North Fort Myers resident Marjorie Mathers joined a post-hurricane march in Washington, demanding "robust aid" for those affected by the recent storms.

The March for a Just Recovery, hosted by the Center for Popular Democracy and held held Oct. 18 in the capitol, brought "together organizations across the country to demand that Congress and the Trump Administration fund a robust aid package for Florida, Texas, Puerto Rico and the U.S. Virgin Islands, immediate cancellation of Puerto Rico's debt, and the creation of local jobs with living wages that fuel a green energy economy," according to a release on the event.

A resident of Buccaneer Estates, Mathers's particular emphasis was to call for aid for those whose manufactured homes were severely damaged or destroyed but who still must pay lot rents.

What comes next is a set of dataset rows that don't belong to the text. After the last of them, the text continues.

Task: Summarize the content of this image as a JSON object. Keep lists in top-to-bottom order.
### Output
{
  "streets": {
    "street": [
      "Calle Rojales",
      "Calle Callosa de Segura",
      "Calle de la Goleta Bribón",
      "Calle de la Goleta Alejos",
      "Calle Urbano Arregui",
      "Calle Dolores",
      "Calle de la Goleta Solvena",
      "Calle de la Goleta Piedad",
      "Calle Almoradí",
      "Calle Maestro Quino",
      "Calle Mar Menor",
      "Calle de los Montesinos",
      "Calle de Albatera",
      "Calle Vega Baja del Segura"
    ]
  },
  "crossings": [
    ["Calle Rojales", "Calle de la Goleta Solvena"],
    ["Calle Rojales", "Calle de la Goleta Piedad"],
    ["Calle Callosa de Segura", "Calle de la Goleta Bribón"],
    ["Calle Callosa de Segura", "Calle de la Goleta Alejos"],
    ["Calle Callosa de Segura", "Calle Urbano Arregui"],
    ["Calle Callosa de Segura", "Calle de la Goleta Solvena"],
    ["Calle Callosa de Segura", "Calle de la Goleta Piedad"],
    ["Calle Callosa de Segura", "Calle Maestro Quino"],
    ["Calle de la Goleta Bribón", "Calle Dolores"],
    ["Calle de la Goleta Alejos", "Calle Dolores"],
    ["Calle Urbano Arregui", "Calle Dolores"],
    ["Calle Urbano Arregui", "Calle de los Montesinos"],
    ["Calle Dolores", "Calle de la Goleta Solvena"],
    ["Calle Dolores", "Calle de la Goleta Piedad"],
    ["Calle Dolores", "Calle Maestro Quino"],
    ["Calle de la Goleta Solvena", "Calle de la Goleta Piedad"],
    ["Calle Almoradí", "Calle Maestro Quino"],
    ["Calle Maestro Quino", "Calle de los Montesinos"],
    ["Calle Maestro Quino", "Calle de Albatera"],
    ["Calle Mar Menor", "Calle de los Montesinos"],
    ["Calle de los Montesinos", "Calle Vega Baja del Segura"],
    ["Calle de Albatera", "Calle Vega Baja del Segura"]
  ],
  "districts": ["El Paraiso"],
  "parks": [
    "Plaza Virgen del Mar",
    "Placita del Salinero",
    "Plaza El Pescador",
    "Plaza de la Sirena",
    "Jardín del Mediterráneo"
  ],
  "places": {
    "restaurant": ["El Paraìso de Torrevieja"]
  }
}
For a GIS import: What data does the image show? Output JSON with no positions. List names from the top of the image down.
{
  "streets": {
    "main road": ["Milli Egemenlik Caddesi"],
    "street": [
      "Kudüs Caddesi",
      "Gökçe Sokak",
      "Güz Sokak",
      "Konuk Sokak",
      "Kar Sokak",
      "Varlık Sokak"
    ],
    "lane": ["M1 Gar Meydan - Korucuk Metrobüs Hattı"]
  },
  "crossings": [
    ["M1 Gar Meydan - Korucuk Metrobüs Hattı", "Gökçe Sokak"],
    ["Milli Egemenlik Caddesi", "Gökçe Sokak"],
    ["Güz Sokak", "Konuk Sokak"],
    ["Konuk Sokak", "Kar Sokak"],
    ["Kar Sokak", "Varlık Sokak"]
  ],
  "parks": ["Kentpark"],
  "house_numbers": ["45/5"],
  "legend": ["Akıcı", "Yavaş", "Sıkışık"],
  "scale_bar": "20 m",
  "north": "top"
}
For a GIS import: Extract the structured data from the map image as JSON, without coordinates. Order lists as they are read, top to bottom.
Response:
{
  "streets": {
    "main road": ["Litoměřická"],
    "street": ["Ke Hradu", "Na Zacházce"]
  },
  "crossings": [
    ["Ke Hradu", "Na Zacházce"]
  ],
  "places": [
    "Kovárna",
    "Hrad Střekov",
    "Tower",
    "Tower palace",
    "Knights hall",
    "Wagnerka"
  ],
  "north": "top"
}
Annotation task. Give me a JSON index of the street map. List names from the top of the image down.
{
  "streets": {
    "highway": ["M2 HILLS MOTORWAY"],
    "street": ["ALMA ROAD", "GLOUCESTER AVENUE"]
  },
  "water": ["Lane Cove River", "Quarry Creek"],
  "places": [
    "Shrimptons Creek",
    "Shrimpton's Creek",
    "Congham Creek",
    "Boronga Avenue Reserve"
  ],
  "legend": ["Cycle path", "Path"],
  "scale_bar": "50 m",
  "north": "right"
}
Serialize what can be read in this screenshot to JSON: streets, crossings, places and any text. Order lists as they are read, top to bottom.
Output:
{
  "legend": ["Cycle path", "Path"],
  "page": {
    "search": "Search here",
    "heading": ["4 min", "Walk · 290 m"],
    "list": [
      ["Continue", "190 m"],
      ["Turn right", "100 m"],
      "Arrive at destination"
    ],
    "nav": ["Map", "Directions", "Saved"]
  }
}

After Irma rolled through the area, about a dozen in her community lost their homes, Mathers said, adding Equity LifeStyle Properties (ELS), owner of Buccaneer Estates and one of the nation's largest corporate owner of manufactured home communities, didn't provide relief.

Mathers took the issue to Washington to march with those also affected by hurricanes Harvey, Irma and Maria from the U.S. Capitol to the Trump International Hotel.

Mathers is part of a group called MHAction, a national non-profit that works with manufactured homeowners in land lease communities, such as the one in which Mathers lives, where they own the home but lease the land.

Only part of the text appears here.